Liverpool Sound and Vision Rating 8.5/10
To come across Jupiter Falls was to open yourself up to the unknown revelation, the reveal of the heavy pound was enough to spark interest, to feel the pulse was to fall in love, now as the band from Leeds open up their souls, as they rip open the bleeding metal once in their new album, Faces In The Sand Part One. The ravaging nature of desire is in absolute full flow; it is call of the wild, of the raw and the passionate that makes the group one of the most dynamic and interesting British metal bands to hurl themselves at the genre in some time.
Jupiter Falls’ James Hart, Deano Silk, Zachari Daniels, Dan Clark and Luke Hatfield have taken stock of the past glory and moved onwards, the deep forest of metal now their hunting ground, and in a genre heavily dominated by the twin gods of the elder statesmen such as Metallica and Iron Maiden or the legislators of the breed that make Scandinavian metal feel as though they are the true inheritors of the music. Jupiter Falls place a huge marker down the middle and are carefully and with upmost respect, shoving them aside and painstakingly taking over their once unheralded futures.

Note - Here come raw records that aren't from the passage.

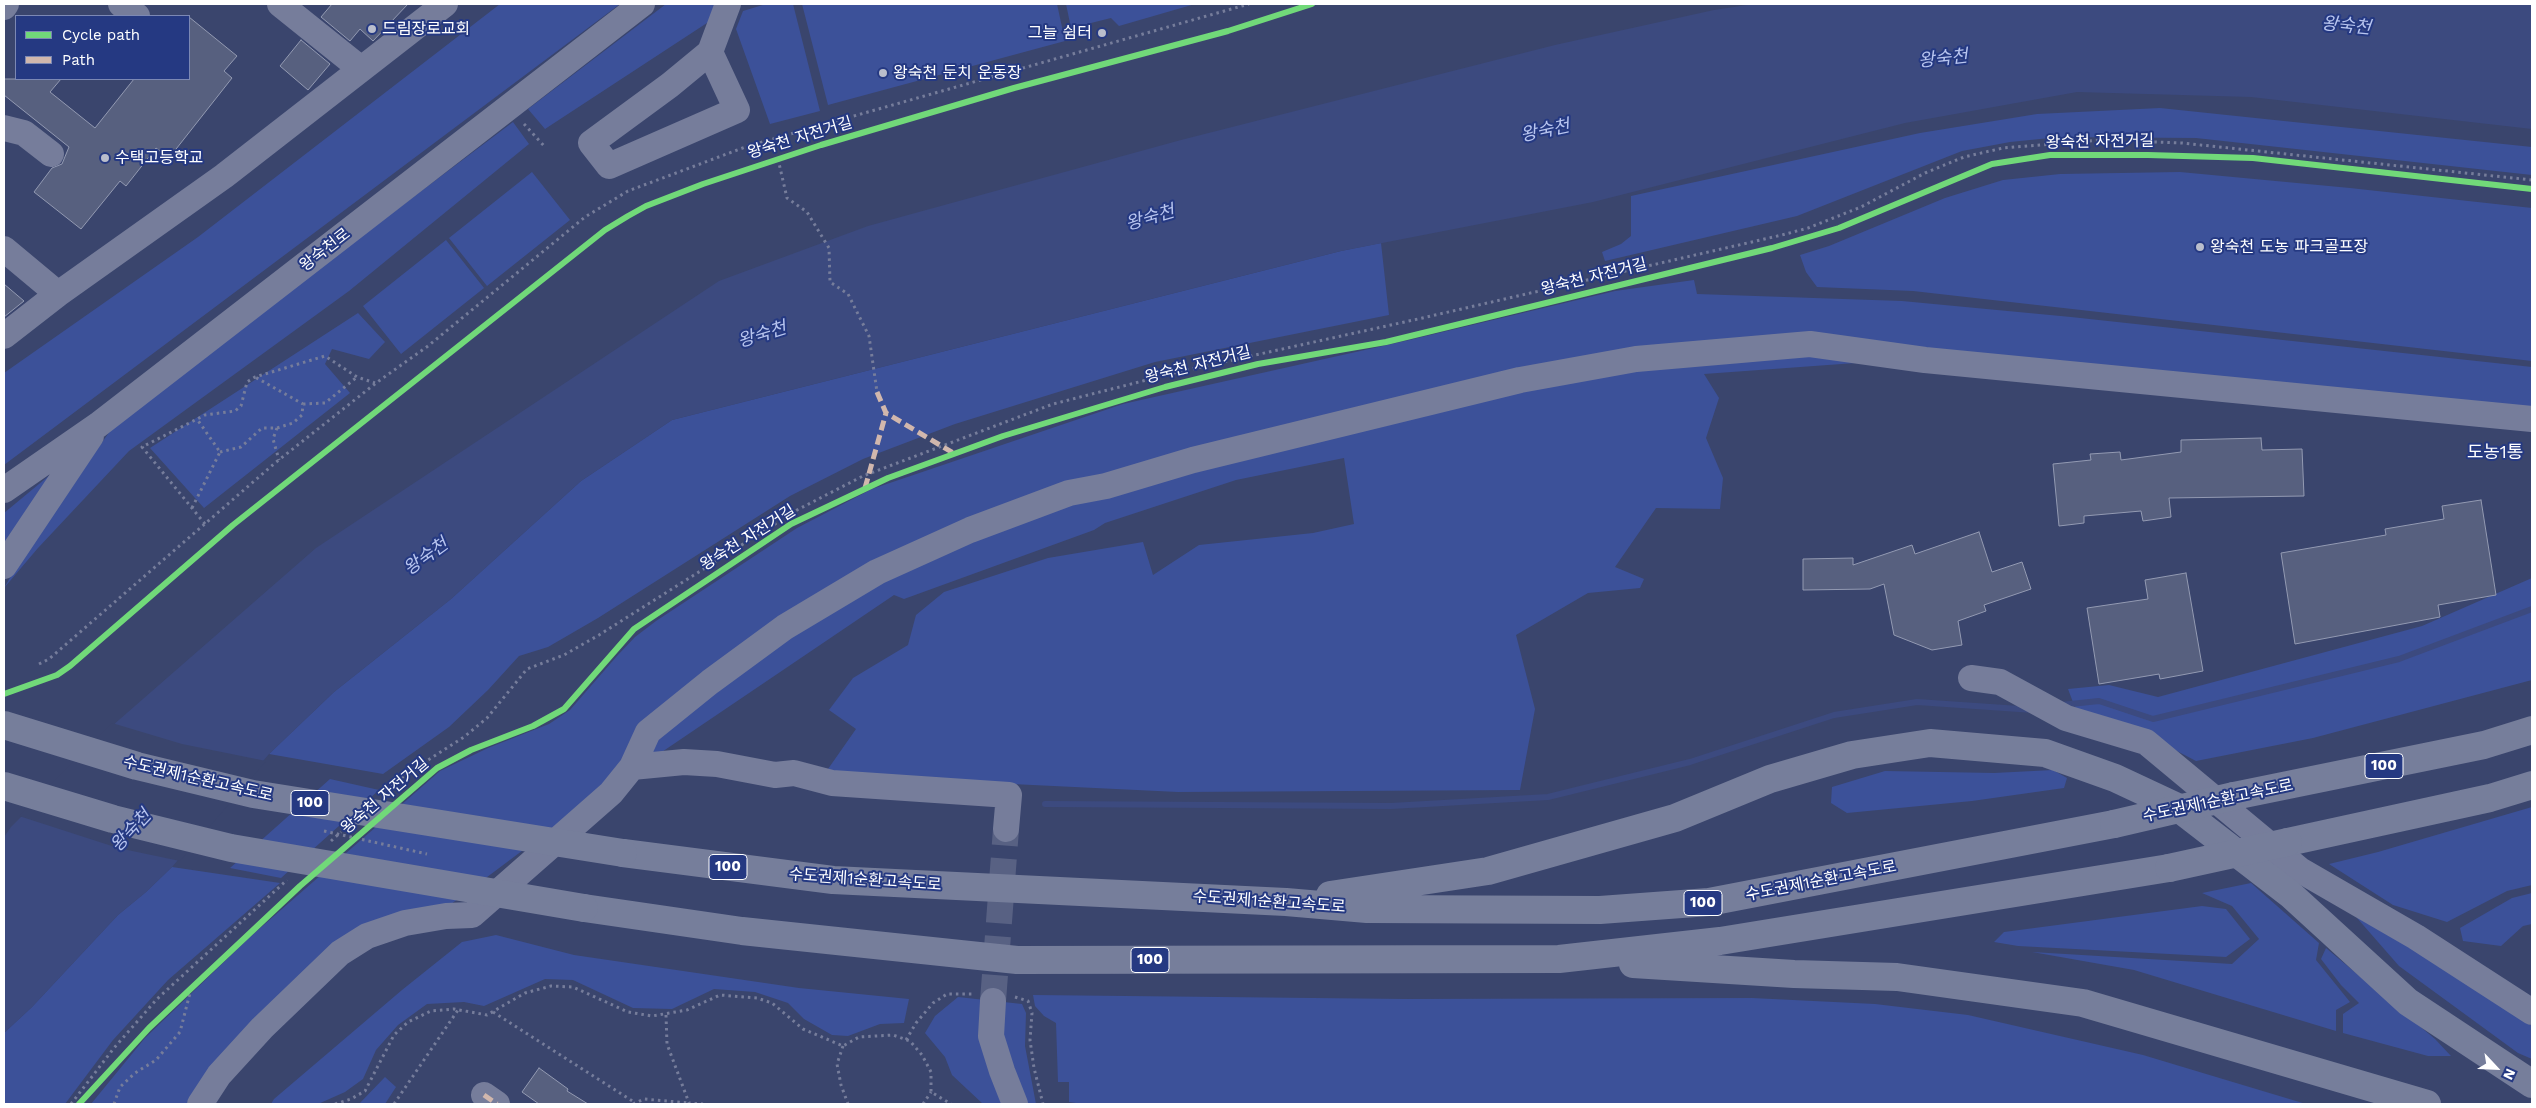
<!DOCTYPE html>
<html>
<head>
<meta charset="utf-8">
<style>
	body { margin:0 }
	#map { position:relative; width:2536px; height:1108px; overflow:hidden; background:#3a456d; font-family:"Work Sans",sans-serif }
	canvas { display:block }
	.frame { position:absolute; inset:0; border:5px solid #fff; pointer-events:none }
	.legend { position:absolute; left:15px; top:15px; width:175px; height:65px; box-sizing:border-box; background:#253982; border:1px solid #7c88b4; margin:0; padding:6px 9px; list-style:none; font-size:15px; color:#fff }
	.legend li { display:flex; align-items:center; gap:10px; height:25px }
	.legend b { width:25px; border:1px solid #7c88b4 }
	.north { position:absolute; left:2471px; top:1043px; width:50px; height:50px; -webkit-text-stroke:4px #253982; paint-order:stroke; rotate:115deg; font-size:14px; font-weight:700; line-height:20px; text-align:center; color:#fff }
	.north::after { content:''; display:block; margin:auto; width:18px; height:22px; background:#fff; clip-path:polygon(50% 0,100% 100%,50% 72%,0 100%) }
</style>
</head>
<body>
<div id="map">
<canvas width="2536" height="1108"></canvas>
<div class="frame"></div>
<ul class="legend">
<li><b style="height:6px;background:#71d979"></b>Cycle path</li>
<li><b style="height:6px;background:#d1b7ad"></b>Path</li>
</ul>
<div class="north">N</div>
</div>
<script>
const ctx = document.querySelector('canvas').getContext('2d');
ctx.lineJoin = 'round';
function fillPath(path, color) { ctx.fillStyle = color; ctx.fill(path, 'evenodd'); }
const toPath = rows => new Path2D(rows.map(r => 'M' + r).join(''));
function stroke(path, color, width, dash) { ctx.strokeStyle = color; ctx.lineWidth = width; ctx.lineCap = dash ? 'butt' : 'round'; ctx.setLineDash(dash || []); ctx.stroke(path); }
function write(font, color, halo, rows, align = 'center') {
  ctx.font = font + ' "Work Sans","Noto Sans KR",sans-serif'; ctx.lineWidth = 4; ctx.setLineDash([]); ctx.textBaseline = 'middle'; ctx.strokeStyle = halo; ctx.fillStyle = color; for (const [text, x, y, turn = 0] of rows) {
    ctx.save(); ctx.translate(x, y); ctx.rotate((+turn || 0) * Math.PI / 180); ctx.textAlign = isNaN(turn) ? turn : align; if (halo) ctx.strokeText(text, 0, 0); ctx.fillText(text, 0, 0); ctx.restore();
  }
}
fillPath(toPath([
	[500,4,620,4,4,465,4,373,198,237],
	[666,4,717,4,710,21,545,129,528,109],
	[766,4,793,4,820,111,770,124,736,29,743,11],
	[802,4,1057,4,1065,41,828,105],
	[1066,4,1195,4,1119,26,1111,18,1071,28],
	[2160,108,2532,147,2532,175,2196,138,2060,137,2010,142,1962,151,1797,216,1605,261,1602,252,1621,244,1631,236,1631,196,1920,133,2037,114],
	[513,122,529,144,349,291,129,451,38,548,4,588,30,544,110,431,218,344],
	[532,172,570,220,487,286,449,238],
	[2180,172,2350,188,2532,208,2532,361,1913,291,1817,287,1806,272,1800,255,1829,246,1945,198,2003,180,2060,174],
	[446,240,484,288,401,354,363,306],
	[1381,243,1389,315,1155,362,955,424,863,459,790,496,598,618,548,647,519,656,488,690,449,727,383,774,269,754,334,692,451,599,581,481,672,420,1341,251],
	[1694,280,1697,294,1902,301,2071,317,2532,367,2532,413,1883,361,1704,374,1719,398,1706,438,1723,478,1720,509,1656,508,1615,567,1644,579,1640,588,1588,593,1516,635,1535,709,1520,790,1178,792,846,776,828,769,856,729,829,710,853,678,908,645,916,615,944,592,1048,558,1143,542,1153,575,1199,545,1313,533,1354,524,1344,458,1236,480,1105,523,1094,530,904,599,894,595,582,806,439,913,373,929,192,1104,91,1104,145,1038,250,937,440,771,488,748,549,724,570,710,617,656,635,637,656,621,797,528,872,489,1123,404,1405,341,1615,291],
	[358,313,385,342,369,359,332,349,325,364,350,393,204,508,150,448],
	[68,460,4,555,4,513],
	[2532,578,2532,680,2313,738,2196,761,2135,729,2077,713,2068,689,2109,685,2158,697,2422,626],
	[2053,770,2067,778,2064,788,1972,801,1847,813,1831,803,1832,787,1885,771,1994,773],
	[330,779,379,790,281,878,230,868],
	[2532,807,2532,885,2507,891,2447,922,2393,905,2329,864,2378,852],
	[172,867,280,883,168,980,113,1040,65,1104,4,1104,4,1033,32,1007,118,915,146,892],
	[2251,883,2319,943,2316,960,2350,1002,2336,1010,2336,1031,2134,970,2032,952,2232,964,2259,939,2232,906,2202,893],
	[2532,893,2532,924,2523,926,2501,946,2463,941,2460,928,2512,898],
	[2202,906,2226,909,2250,939,2226,957,2018,946,1994,942,2004,932],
	[2357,918,2372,919,2532,1026,2532,1059,2518,1053,2399,966],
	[496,935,574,955,799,988,909,999,904,1023,880,1024,848,1036,832,1035,804,1019,788,1003,755,992,714,989,672,1009,633,1008,573,980,545,979,484,1006,464,1002,427,1004,398,1025,376,1050,363,1079,345,1092,318,1104,271,1104,274,1099,402,990,462,942],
	[2326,948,2435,1039,2451,1056,2428,1056,2343,1033,2343,1014,2359,1003,2341,985,2321,959],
	[1033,995,1406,999,1752,998,1875,1004,1968,1015,2143,1055,2306,1104,1083,1104,1069,1102,1069,1082,1058,1082,1056,1023,1044,1016,1035,1006],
	[958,997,1022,1004,1026,1013,1025,1046,1036,1104,983,1104,952,1075,945,1057,925,1033,935,1016],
	[385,1077,396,1087,385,1104,359,1104]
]), '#3c5199');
fillPath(toPath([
	[1754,4,2532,4,2532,129,2251,97,2077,92,1905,123,1593,202,1341,251,672,420,581,481,451,599,334,692,269,754,172,867,146,892,118,915,32,1007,4,1033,4,837,11,827,112,726,316,548,719,281,868,226,1181,140,1555,45,1714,10]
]), '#3c4a7f');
fillPath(toPath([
	[112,723,182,744,266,761,180,861,118,848,19,816]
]), '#3a456d');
stroke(toPath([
	[2061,705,2099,701,2153,719,2399,659,2532,609],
	[1045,804,1391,806,1548,797,1690,762,1834,715,1917,702,2034,710]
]), '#3c4a7f', 6);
const building = toPath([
	[332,4,408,4,373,41,360,29,350,41,321,17,332,4],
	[189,17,237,56,224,71,232,78,169,158,156,148,126,186,120,181,81,229,34,192,52,168,62,164,69,147,4,95,4,79,61,79,50,92,95,128,134,79,189,79,189,17],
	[301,40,330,64,308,90,280,66,301,40],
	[4,284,24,301,4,317,4,284],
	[2261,438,2262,450,2302,449,2304,496,2169,498,2171,517,2143,521,2141,511,2084,516,2084,523,2059,526,2053,464,2091,460,2090,454,2120,452,2121,460,2181,452,2181,440,2261,438],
	[2481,500,2496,595,2438,605,2440,617,2295,644,2281,553,2386,535,2385,529,2444,519,2442,506,2481,500],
	[1979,532,1992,572,2022,562,2031,589,1984,605,1986,611,1958,621,1962,645,1932,650,1894,635,1884,584,1870,589,1803,590,1803,559,1853,558,1853,565,1912,545,1915,554,1979,532],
	[2186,573,2203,671,2160,679,2159,674,2099,684,2087,608,2148,599,2145,580,2186,573],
	[539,1068,568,1089,567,1091,588,1104,539,1104,522,1092,539,1068]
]);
fillPath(building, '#57607f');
stroke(building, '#939ab2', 1);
stroke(toPath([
	[993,1001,1006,829]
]), '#586183', 26, [26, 13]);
stroke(toPath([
	[524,124,546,148],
	[778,159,787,198,807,212,829,248,830,282,848,294,869,336,877,392],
	[303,404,325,403,357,377],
	[277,428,273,439,279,460],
	[220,452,241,447,262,428,277,428,293,423,302,415,303,404,255,377],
	[192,508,220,452,197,419],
	[205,524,142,447,205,415,235,411,241,406,247,382,255,377,325,356,357,377,375,383],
	[39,664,49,659,275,463,376,383,428,346,585,217,628,191,748,146,1249,4],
	[387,791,406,774,464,737,487,718,527,669,564,655,599,635,797,510,863,476,1053,404,1174,373,1418,319,1782,235,1808,228,1861,207,1925,173,1964,157,2003,148,2101,140,2182,143,2532,180],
	[324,831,427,854],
	[331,841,341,832],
	[1015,997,1028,1001,1032,1013,1030,1040,1034,1068,1043,1104],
	[493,1012,634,1102],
	[666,1015,667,1044,689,1103,703,1104],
	[906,1040,916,1023,933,1003,947,994,972,994],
	[843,1046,837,1064,841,1085,848,1104],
	[71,1104,114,1048,157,999,287,880],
	[114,1104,120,1087,135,1073,156,1060,180,1032,191,989],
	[335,1104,351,1099,365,1091,394,1035,408,1022,431,1011,454,1009,487,1015,525,993,551,986,573,987,628,1012,652,1016,687,1010,720,995,757,998,772,1003,803,1029,843,1046,859,1037,893,1035,910,1041,922,1055,931,1072,931,1092,951,1104],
	[394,1104,458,1010],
	[633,1104,644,1099,689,1103],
	[923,1104,931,1092]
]), '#767d9b', 3, [2.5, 4]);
stroke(toPath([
	[121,4,137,16],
	[280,4,361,69],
	[4,7,6,4],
	[710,52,737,110,609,166,591,143,670,85,710,52,728,4],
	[4,128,24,133,51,154],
	[4,249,58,294],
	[4,336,58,294,224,176,445,4],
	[4,490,98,425,642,4],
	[4,566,91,436],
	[1971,678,2000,682,2066,718,2146,742,2300,870,2416,937,2532,1012],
	[632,767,648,732,710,682,785,627,877,572,970,530,1069,493,1106,486,1193,460,1520,380,1636,359,1810,344,1925,360,2532,419],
	[993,1001,991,1036,1002,1071,1015,1104],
	[484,1095,497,1104],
	[200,1104,219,1075,262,1028,340,953,367,936,405,923,446,916,472,915,611,793,632,767,684,762,717,764,775,775,794,773,832,783,1009,795,1006,829]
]), '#767d9b', 26);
stroke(toPath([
	[2234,796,2484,745,2532,730],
	[2288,842,2490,798,2532,785],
	[623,853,833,880,1286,902,1367,909,1600,910,1709,902,2114,824],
	[1330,895,1488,871,1675,818,1770,779,1852,755,1930,743,2045,753,2115,778,2177,807,2291,895,2408,1002,2532,1084],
	[584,908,742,931,1017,960,1559,959,1720,941,2169,868],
	[1633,964,1794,974,1897,977,2083,1003,2427,1104]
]), '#767e9b', 28);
stroke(toPath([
	[4,725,137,766,253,794,623,853],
	[4,786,113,819,231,848,584,908],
	[2114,824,2234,796],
	[2169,868,2288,842]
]), '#767e9b', 28);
stroke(toPath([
	[877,392,886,413,955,454],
	[865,488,886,413],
	[484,1095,497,1104]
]), '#d1b7ad', 5, [10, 5]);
stroke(toPath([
	[4,694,57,675,70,666,233,525,605,230,628,216,646,206,703,184,821,145,1014,88,1228,31,1312,4],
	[79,1104,149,1028,300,886,437,768,471,750,533,726,564,709,634,629,791,524,888,478,1003,436,1165,387,1258,364,1386,342,1772,248,1839,228,1992,164,2050,155,2148,155,2253,158,2532,189]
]), '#71d979', 6);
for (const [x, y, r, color] of [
	[372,29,5,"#babecc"],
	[1102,33,5,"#babecc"],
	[883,73,5,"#babecc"],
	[105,158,5,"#babecc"],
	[2200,247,5,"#babecc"]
]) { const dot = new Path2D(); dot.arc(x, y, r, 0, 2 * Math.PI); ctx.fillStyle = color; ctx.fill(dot); stroke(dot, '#253982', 2); }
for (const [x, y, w] of [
	[2384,766,38],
	[310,803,38],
	[728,867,38],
	[1703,903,38],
	[1150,960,38]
]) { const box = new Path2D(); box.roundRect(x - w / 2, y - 12.5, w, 25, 4); ctx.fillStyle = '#253982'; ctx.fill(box); stroke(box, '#fff', 1); }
write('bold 15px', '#fff', null, [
	["100",2384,766],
	["100",310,803],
	["100",728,867],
	["100",1703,903],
	["100",1150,960]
]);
write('16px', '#fff', '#253982', [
	["드림장로교회",382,29],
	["그늘 쉼터",1092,33,"right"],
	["왕숙천 둔치 운동장",893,73],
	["수택고등학교",115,158],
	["왕숙천 도농 파크골프장",2210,247]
], 'left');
write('16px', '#fff', '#253982', [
	["왕숙천 자전거길",800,138,-17],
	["왕숙천 자전거길",2100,142,-1],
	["왕숙천로",325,250,-38],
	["왕숙천 자전거길",1594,277,-14],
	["왕숙천 자전거길",1198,365,-14],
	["왕숙천 자전거길",748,538,-32],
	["수도권제1순환고속도로",198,779,13],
	["왕숙천 자전거길",385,796,-40],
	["수도권제1순환고속도로",2218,801,-12],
	["수도권제1순환고속도로",865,880,4],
	["수도권제1순환고속도로",1821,881,-11],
	["수도권제1순환고속도로",1269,902,4]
]);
write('italic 18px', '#b8c5ef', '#253982', [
	["왕숙천",2346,26,6],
	["왕숙천",1943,59,-6],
	["왕숙천",1545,131,-12],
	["왕숙천",1150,218,-16],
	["왕숙천",762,335,-17],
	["왕숙천",426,557,-36],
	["왕숙천",131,831,-47]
]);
write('18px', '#fff', '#253982', [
	["도농1통",2495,453]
]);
</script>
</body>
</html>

There is so much to revel in whilst listening to Jupiter Falls, the sense of progressive is floated about like a whisper in a thunderstorm and yet as clear to the fan as a bolt of lightning striking a clear empty desert, the overwhelming ability to paint a picture using the very ground, the study of intricate levels of passion to convey beyond the representation in the frame; Faces In The Sand Part One is that examination of just exactly what good quality metal from the British shores can be like.
In tracks such as It’s Your Problem Now, See You On The Other Side, This Is A War We Cannot Win and Sickened, the crew of Jupiter Falls fight the battle with style, with terror stalking the jungle; no matter how much you love the old guard or hail the Nordic warriors who have set up camp on the horizon, there is something immensely satisfying in hearing a band who epitomise what was once an unalienable right, to be considered amongst the best of the new breed of metal.